Motivation
There has been some discussions over at meta discourse lately about PostgresSQL 10 and 12 indexes being corrupt. We have yet to see this in practice using Discourse; however, it is certainly a good idea check indexes and verify they are not corrupt, especially before doing a backup and restore.
The amcheck
module provides functions that allow you to verify the logical consistency of the structure of PostgreSQL indexes
Installing amcheck
In this Discourse configuration, we have both web-app and data containers, so we will install amcheck
in the data container.
# ./launcher enter data
# apt install postgresql-10-amcheck
Verify the Indexes
We need to create the amcheck_next
extension (one time only) and then run the query:
# su postgres
$ psql discourse
psql (10.12 (Debian 10.12-2.pgdg100+1))
Type "help" for help.
discourse=# CREATE EXTENSION amcheck_next;
CREATE EXTENSION
discourse=#
Now that the initial setup is done, we can run this query:
discourse=# SELECT bt_index_check(c.oid), c.relname, c.relpages
discourse-# FROM pg_index i
discourse-# JOIN pg_opclass op ON i.indclass[0] = op.oid
discourse-# JOIN pg_am am ON op.opcmethod = am.oid
discourse-# JOIN pg_class c ON i.indexrelid = c.oid
discourse-# JOIN pg_namespace n ON c.relnamespace = n.oid
discourse-# WHERE am.amname = 'btree' AND n.nspname = 'pg_catalog'
discourse-# -- Don't check temp tables, which may be from another session:
discourse-# AND c.relpersistence != 't'
discourse-# -- Function may throw an error when this is omitted:
discourse-# AND i.indisready AND i.indisvalid
discourse-# ORDER BY c.relpages DESC LIMIT 10;
bt_index_check | relname | relpages
----------------+-----------------------------------+----------
| pg_depend_depender_index | 150
| pg_attribute_relid_attnam_index | 147
| pg_depend_reference_index | 123
| pg_attribute_relid_attnum_index | 101
| pg_class_tblspc_relfilenode_index | 42
| pg_class_relname_nsp_index | 38
| pg_proc_proname_args_nsp_index | 38
| pg_class_oid_index | 27
| pg_description_o_c_o_index | 24
| pg_type_typname_nsp_index | 20
This Discourse PostgreSQL 10 query shows a session that performs verification of catalog indexes.

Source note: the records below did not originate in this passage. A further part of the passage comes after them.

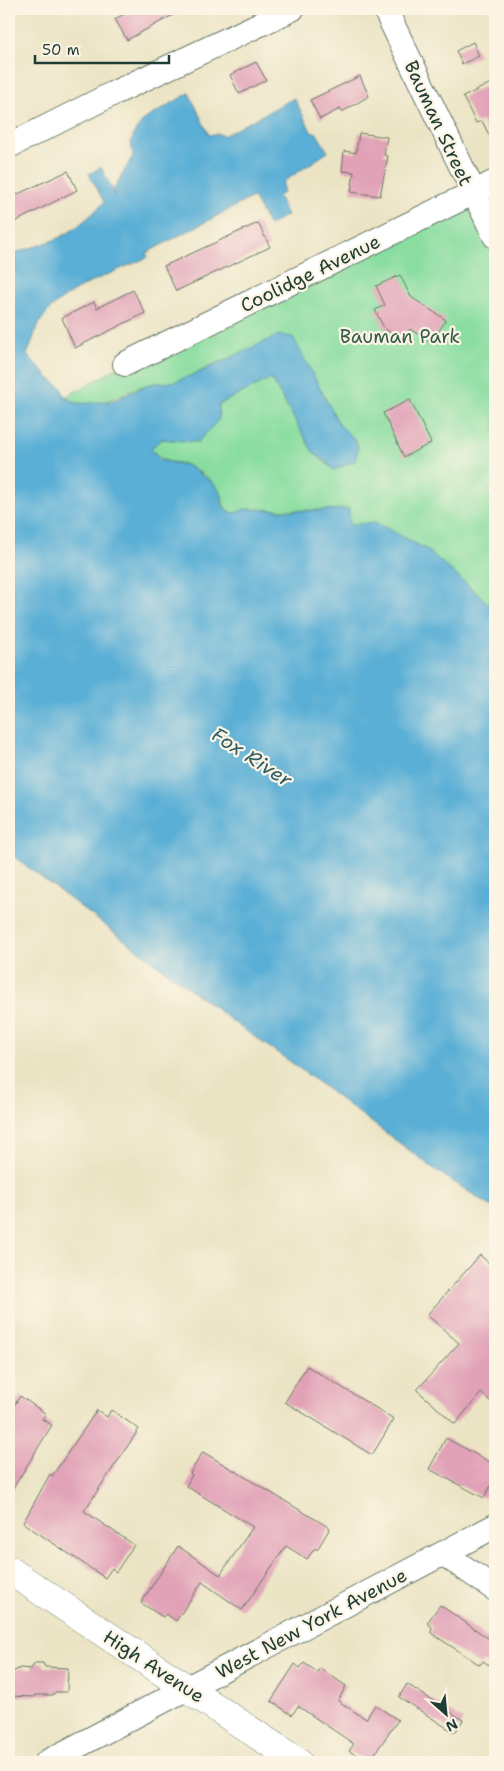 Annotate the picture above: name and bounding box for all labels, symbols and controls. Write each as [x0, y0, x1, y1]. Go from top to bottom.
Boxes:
scale bar [35, 32, 169, 64]
text: 50 m [42, 40, 80, 60]
street label: Bauman Street [399, 56, 479, 190]
street label: Coolidge Avenue [236, 229, 384, 318]
park label: Bauman Park [340, 324, 460, 349]
water label: Fox River [207, 721, 298, 793]
street label: West New York Avenue [211, 1562, 411, 1685]
street label: High Avenue [98, 1624, 209, 1708]
north arrow [422, 1688, 472, 1738]
text: N [443, 1715, 461, 1736]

Verification of the presence of heap tuples as index tuples is requested for unique indexes only.
As we can see, no error is raised, all indexes tested appear to be logically consistent.
The Query (Copy & Paste)
SELECT bt_index_check(index => c.oid, heapallindexed => i.indisunique),
c.relname,
c.relpages
FROM pg_index i
JOIN pg_opclass op ON i.indclass[0] = op.oid
JOIN pg_am am ON op.opcmethod = am.oid
JOIN pg_class c ON i.indexrelid = c.oid
JOIN pg_namespace n ON c.relnamespace = n.oid
WHERE am.amname = 'btree' AND n.nspname = 'pg_catalog'
-- Don't check temp tables, which may be from another session:
AND c.relpersistence != 't'
-- Function may throw an error when this is omitted:
AND c.relkind = 'i' AND i.indisready AND i.indisvalid
ORDER BY c.relpages DESC LIMIT 10;
Summary
No error concerning corruption raised by amcheck
should ever be a false positive. In practice, amcheck
is more likely to find software bugs than problems with hardware. amcheck
raises errors in the event of conditions that, by definition, should never happen, and so careful analysis of amcheck
errors is often required.
Repairing Postgres Index Corruption
There is no general method of repairing problems that amcheck
detects.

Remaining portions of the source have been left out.